Dedicamos horas y horas a pensar en las reformas que requiere nuestro sistema judicial (cada año se escriben docenas de textos al respecto), pero ponemos escasa atención sobre los perfiles de quienes ocupan el cargo de jueces, magistrados o ministros. En otros países el nombramiento de un miembro de la corte suprema desata un debate nacional y el proceso de ratificación puede durar incluso meses; en México dicho debate se reduce a un par de notas en los principales diarios de la capital, unas reuniones más bien protocolarias con los senadores, un breve discurso y una votación cuyo sentido ha sido acordado de antemano por los líderes parlamentarios; se trata de una farsa o poco menos que eso: una simulación que impide que nos enteremos si se está nombrando a los mejores perfiles o si están llegando solamente los compañeros de generación del Presidente de la República, con el único punto a favor de que fueron admitidos en la misma universidad. No es el mejor esquema, si queremos obtener buenos resultados.

De la misma forma, en otros países se escriben una buena cantidad de biografías judiciales, en las cuales se repasa la carrera de tal o cual magistrado, se describe su papel activista o conservador, su inclinación hacia los puntos de vista que sostiene el gobierno, su rapidez o lentitud al dictar resoluciones, la manera de conducir las audiencias, etcétera.
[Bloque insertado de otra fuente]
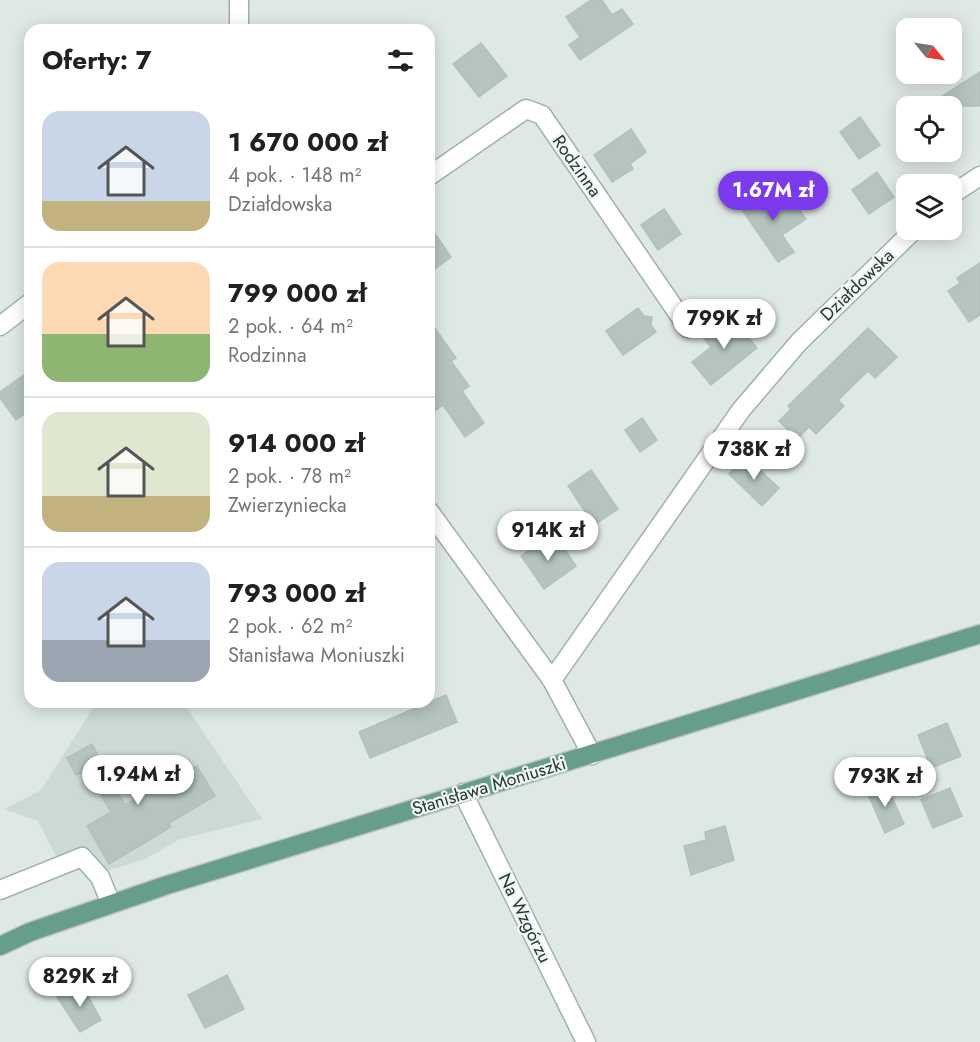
<!DOCTYPE html>
<html lang="pl">
<head>
<meta charset="utf-8">
<style>
  :root { --surface:#fff; --page:#f6f6f6; --text:#202124; --muted:#757577; --line:#e0e0e0; --accent:#7c3aed }
  body { margin:0; font-family:Jost,sans-serif; background:var(--page); color:var(--text); height:100vh; display:flex; flex-direction:column; font-size:22px; white-space:nowrap }
  * { box-sizing:border-box; margin:0 }
  p { font-size:20px; color:var(--muted) }
  .icon { flex:none; width:33px; height:33px; fill:none; stroke:currentColor; stroke-width:2; stroke-linecap:round; stroke-linejoin:round }
  .map { position:relative; flex:1; overflow:hidden }
  .sheet { position:absolute; left:24px; top:24px; width:411px; height:684px; display:flex; flex-direction:column; background:var(--surface); border-radius:18px; box-shadow:0 3px 15px #0003 }
  .sheet>* { flex:none }
  .needle { width:39px; rotate:120deg }
  .tools { position:absolute; left:896px; top:18px; display:grid; gap:12px }
  .tools a { display:grid; place-items:center; width:66px; height:66px; border-radius:12px; background:var(--surface); box-shadow:0 3px 15px #0003; font-size:30px }
  .price { position:absolute; translate:-50% -51px; padding:0 14px; border-radius:21px; background:#fff; color:#222; font-size:20px; line-height:39px; filter:drop-shadow(0 2px 3px #0008) }
  .price::after { content:''; position:absolute; left:50%; top:36px; width:18px; height:14px; margin-left:-9px; background:inherit; clip-path:polygon(0 0,100% 0,50% 100%) }
  .price.current { background:var(--accent); color:#fff }
  ul { padding:0; list-style:none }
  li { display:flex; align-items:center; gap:18px; height:150px; padding:0 18px }
  li+li { border-top:2px solid var(--line) }
  li span { display:grid; place-items:center; flex:none; width:168px; height:120px; border-radius:18px; color:#555 }
  li>.icon { margin-inline-start:auto }
  span .icon { width:72px; height:72px; fill:#fffc; stroke-width:1 }
  li b { font-size:26px }
  h2 { display:flex; justify-content:space-between; align-items:center; height:72px; padding:0 18px; font-size:26px }
  .map>svg:first-child { display:block }
  .built { fill:#cdd9d3 }
  .building { fill:#b5c4bd; stroke:#b2c2ba; stroke-width:1.5 }
  .lines { fill:none; stroke-linecap:round; stroke-linejoin:round }
  .minor-casing { stroke:#a2b0aa; stroke-width:21 }
  .major-casing { stroke:#bcc3c1; stroke-width:21 }
  .minor { stroke:#fff; stroke-width:18 }
  .major { stroke:#669d8b; stroke-width:18 }
  .labels { text-anchor:middle; dominant-baseline:central; stroke-width:4.5; stroke-linejoin:round; paint-order:stroke }
  .street-label { font-size:18px; fill:#213830; stroke:#eff6f2 }
</style>
</head>
<body>
<div class="map">
<svg width="980" height="1042" viewBox="0 0 980 1042">
  <rect width="100%" height="100%" fill="#dfe9e4"/>
  <!-- built -->
  <path class="built" d="M97 702H183L262 819 180 839 145 859 101 873 59 862 38 821 4 809 41 790Z"/>
  <!-- building -->
  <g class="building">
    <path d="M591 0H602L612 15 622 9 633 24 580 60 569 45 580 37 566 17Z"/>
    <path d="M481 43 507 76 479 97 453 64Z"/>
    <path d="M980 72V106H927Z"/>
    <path d="M860 117 880 145 859 159 840 132Z"/>
    <path d="M631 129 646 152 630 164 633 169 612 182 594 155Z"/>
    <path d="M877 172 894 197 869 214 852 190Z"/>
    <path d="M754 193 761 204 772 197 777 205 790 196 806 219 782 235 794 252 778 262 738 204Z"/>
    <path d="M664 209 681 234 658 250 641 225Z"/>
    <path d="M429 225 451 257 429 273Z"/>
    <path d="M980 263V315L969 322 948 291 960 283 957 278Z"/>
    <path d="M638 308 644 316 652 317 651 325 656 332 623 355 606 331Z"/>
    <path d="M729 314 757 348 711 385 692 362 711 347 702 336Z"/>
    <path d="M429 320 456 358 451 361 469 386 462 391 484 423 465 437 443 405 429 415Z"/>
    <path d="M868 328 897 357 875 378 868 371 838 400 844 406 816 434 809 427 797 439 779 421 791 409 788 406Z"/>
    <path d="M30 371V410L16 420 0 398V392Z"/>
    <path d="M642 418 657 440 640 452 625 430Z"/>
    <path d="M745 456 779 488 762 506 729 474Z"/>
    <path d="M591 470 618 509 594 525 568 486Z"/>
    <path d="M546 539 551 547 560 542 576 566 544 589 521 556Z"/>
    <path d="M446 695 457 722 370 758 359 732Z"/>
    <path d="M947 723 961 756 931 768 918 735Z"/>
    <path d="M92 744 125 805 148 790 151 794 197 766 215 796 169 823 171 827 109 864 87 826 111 812 86 771 76 775 67 758Z"/>
    <path d="M886 784 904 824 885 833 867 792Z"/>
    <path d="M950 788 962 816 933 828 921 800Z"/>
    <path d="M725 826 734 860 691 875 684 846 706 840 705 832Z"/>
    <path d="M227 975 244 1009 205 1028 188 995Z"/>
    <path d="M81 983 101 1020 80 1032 57 997Z"/>
  </g>
  <g class="lines">
    <defs>
      <g id="minor">
        <path d="M239 30V0"/>
        <path d="M429 176 526 109 542 115 688 328"/>
        <path d="M951 195 980 176"/>
        <path d="M0 326 30 303"/>
        <path d="M429 511 552 680"/>
        <path d="M592 755 552 680 741 410 799 342 914 230"/>
        <path d="M463 793 586 1042"/>
        <path d="M0 890 82 857 100 877 111 904"/>
      </g>
      <path id="major" d="M0 946 30 932 167 885 980 634"/>
    </defs>
    <!-- minor casing -->
    <use href="#minor" class="minor-casing"/>
    <!-- major casing -->
    <use href="#major" class="major-casing"/>
    <!-- minor -->
    <use href="#minor" class="minor"/>
    <!-- major -->
    <use href="#major" class="major"/>
  </g>
  <g class="labels">
    <!-- street labels -->
    <g class="street-label">
      <text transform="translate(577 166) rotate(55)">Rodzinna</text>
      <text transform="translate(857 285) rotate(-44)">Działdowska</text>
      <text transform="translate(489 786) rotate(-17)">Stanisława Moniuszki</text>
      <text transform="translate(525 918) rotate(64)">Na Wzgórzu</text>
    </g>
  </g>
</svg>
<div class="tools">
<a><svg class="needle" viewBox="-14 -14 28 28"><path d="M0-13l5 13h-10z" fill="#e53935"/><path d="M0 13l5-13h-10z" fill="#757577"/></svg></a>
<a><svg class="icon" aria-label="locate" viewBox="0 0 24 24"><circle cx="12" cy="12" r="6"/><path d="M12 2v4M12 18v4M2 12h4M18 12h4"/></svg></a>
<a><svg class="icon" aria-label="layers" viewBox="0 0 24 24"><path d="M12 4l9 5-9 5-9-5zM3 14l9 5 9-5"/></svg></a>
</div>
<b class="price current" style="left:773px;top:222px">1.67M zł</b>
<b class="price" style="left:724px;top:350px">799K zł</b>
<b class="price" style="left:754px;top:481px">738K zł</b>
<b class="price" style="left:548px;top:562px">914K zł</b>
<b class="price" style="left:138px;top:806px">1.94M zł</b>
<b class="price" style="left:885px;top:808px">793K zł</b>
<b class="price" style="left:80px;top:1008px">829K zł</b>
<section class="sheet">
<h2>Oferty: 7<svg class="icon" aria-label="filters" viewBox="0 0 24 24"><path d="M4 7h16M4 17h16"/><circle cx="9" cy="7" r="2"/><circle cx="15" cy="17" r="2"/></svg></h2>
<ul>
<li><span style="background:linear-gradient(#c9d6e8 75%,#c2b280 0)"><svg class="icon" aria-label="home" viewBox="0 0 24 24"><path d="M3 11l9-7 9 7M6 9v11h12V9"/></svg></span><div><b>1 670 000 zł</b><p>4 pok. · 148 m²</p><p>Działdowska</p></div></li>
<li><span style="background:linear-gradient(#ffd9b3 60%,#8fb573 0)"><svg class="icon" aria-label="home" viewBox="0 0 24 24"><path d="M3 11l9-7 9 7M6 9v11h12V9"/></svg></span><div><b>799 000 zł</b><p>2 pok. · 64 m²</p><p>Rodzinna</p></div></li>
<li><span style="background:linear-gradient(#dfe7d0 70%,#c2b280 0)"><svg class="icon" aria-label="home" viewBox="0 0 24 24"><path d="M3 11l9-7 9 7M6 9v11h12V9"/></svg></span><div><b>914 000 zł</b><p>2 pok. · 78 m²</p><p>Zwierzyniecka</p></div></li>
<li><span style="background:linear-gradient(#c9d6e8 65%,#9aa5b1 0)"><svg class="icon" aria-label="home" viewBox="0 0 24 24"><path d="M3 11l9-7 9 7M6 9v11h12V9"/></svg></span><div><b>793 000 zł</b><p>2 pok. · 62 m²</p><p>Stanisława Moniuszki</p></div></li>
</ul>
</section>
</div>
</body>
</html>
En México los magistrados llegan y se van sin que sepamos nada de ellos. Apenas un círculo muy pequeño de estudiosos o de litigantes conocen el “estilo judicial” de nuestros jueces, magistrados y Ministros. La opinión pública desconoce incluso los nombres (ya no digamos las biografías o la filosofía judicial) de quienes se encargan de impartir justicia.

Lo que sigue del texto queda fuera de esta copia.